Put mathematically: Possessions = FGA - Off. Rebounds + Turnovers + 0.4 * FTA.
The overall goal is that we stop referring to "per game" statistics, and replace them with "per possession" statistics.
There are many different ways to explain why this replacement is important. Here's the way I understand it best: all games are not created equal. One game you might have 100 opportunities to score (ie, a 100 possession game), and another game, you might have 60 opportunities to score. Per game stats treat these two games exactly the same. By definition, possessions are an "equal" stat. They may not all last the same amount of time (ie, the Suns' 7 seconds or less offense vs. the Spurs half-court), but teams choose how long they want their possessions to last. A team's coach may decide to rifle through his given possessions while his opponent may try to slow down his possessions in the same game. At the end, they will have played the same amount of possessions, even though they played them in their respective desired styles.
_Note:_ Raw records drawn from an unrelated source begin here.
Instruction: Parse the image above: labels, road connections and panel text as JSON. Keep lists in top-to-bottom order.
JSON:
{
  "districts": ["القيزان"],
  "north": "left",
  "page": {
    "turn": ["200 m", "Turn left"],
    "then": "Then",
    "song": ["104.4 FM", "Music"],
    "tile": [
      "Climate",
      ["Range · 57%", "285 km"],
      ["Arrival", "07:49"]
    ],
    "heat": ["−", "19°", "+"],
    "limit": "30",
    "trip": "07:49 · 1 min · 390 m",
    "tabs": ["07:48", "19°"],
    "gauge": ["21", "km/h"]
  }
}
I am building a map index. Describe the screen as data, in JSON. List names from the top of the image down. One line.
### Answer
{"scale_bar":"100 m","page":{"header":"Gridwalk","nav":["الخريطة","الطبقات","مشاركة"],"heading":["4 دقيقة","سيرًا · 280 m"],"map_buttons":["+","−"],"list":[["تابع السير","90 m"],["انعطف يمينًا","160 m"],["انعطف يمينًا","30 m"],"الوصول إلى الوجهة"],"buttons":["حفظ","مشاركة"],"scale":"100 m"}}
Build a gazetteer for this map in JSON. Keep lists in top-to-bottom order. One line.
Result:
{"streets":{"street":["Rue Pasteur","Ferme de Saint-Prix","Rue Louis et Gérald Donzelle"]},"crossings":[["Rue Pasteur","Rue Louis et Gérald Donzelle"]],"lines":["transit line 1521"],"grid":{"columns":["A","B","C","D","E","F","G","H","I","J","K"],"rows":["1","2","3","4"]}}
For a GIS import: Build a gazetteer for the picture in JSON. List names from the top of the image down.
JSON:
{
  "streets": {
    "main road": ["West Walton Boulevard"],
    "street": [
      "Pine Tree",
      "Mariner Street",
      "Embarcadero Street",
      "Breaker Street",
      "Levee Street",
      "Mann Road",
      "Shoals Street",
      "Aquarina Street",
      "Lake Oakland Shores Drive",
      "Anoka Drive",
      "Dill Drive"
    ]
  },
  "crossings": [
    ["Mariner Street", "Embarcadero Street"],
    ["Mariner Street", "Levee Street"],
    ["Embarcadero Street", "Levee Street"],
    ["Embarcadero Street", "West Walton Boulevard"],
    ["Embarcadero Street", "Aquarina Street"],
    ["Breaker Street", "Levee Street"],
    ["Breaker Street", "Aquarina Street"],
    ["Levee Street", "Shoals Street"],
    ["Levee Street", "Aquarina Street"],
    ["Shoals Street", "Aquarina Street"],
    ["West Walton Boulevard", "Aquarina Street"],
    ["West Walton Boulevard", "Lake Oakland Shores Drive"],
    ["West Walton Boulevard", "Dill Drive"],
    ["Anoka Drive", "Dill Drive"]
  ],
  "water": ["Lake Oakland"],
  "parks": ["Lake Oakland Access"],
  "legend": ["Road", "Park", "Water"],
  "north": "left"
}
It's really straightforward, but it's at the basis of most rate stats. Turnover rate is turnovers per 100 possessions. Assist rate is assists per 100 possessions. Offensive Efficiency is simply points scored per 100 possessions. Defensive Efficiency is points allowed per 100 possessions. And so on.
At this point, it'd probably be a good idea to offer a roadmap of where this series is headed. Most of the so-called small advanced stats have been covered. We've gone over eFG%, offensive and defensive rebounding %, game pace, and the various different rate stats. On the horizon is a discussion of statistics which take all these small stats and combine them into a single big one. Whether it's PER, Wins Produced, Win Shares, WARP, Adjusted +/-, etc., each of the all-in-one stats is essentially an attempt to uncover what relationship the smaller stats have with one another- a macroscopic quantization of various microscopic phenomena.
Once the bigger stats are discussed in some depth, there should be some interviews with statisticians, a few stories on where defensive metrics are and where they're headed, and a lot more original stats work similar to Stats 103.
The next story will be about Usage Rate (USG%); USG% is not only one of the primary bridges between the small stats and the big stats, but will also be at the center of many more articles in the future, dealing with aspects like team construction, styles of play, and teamwork.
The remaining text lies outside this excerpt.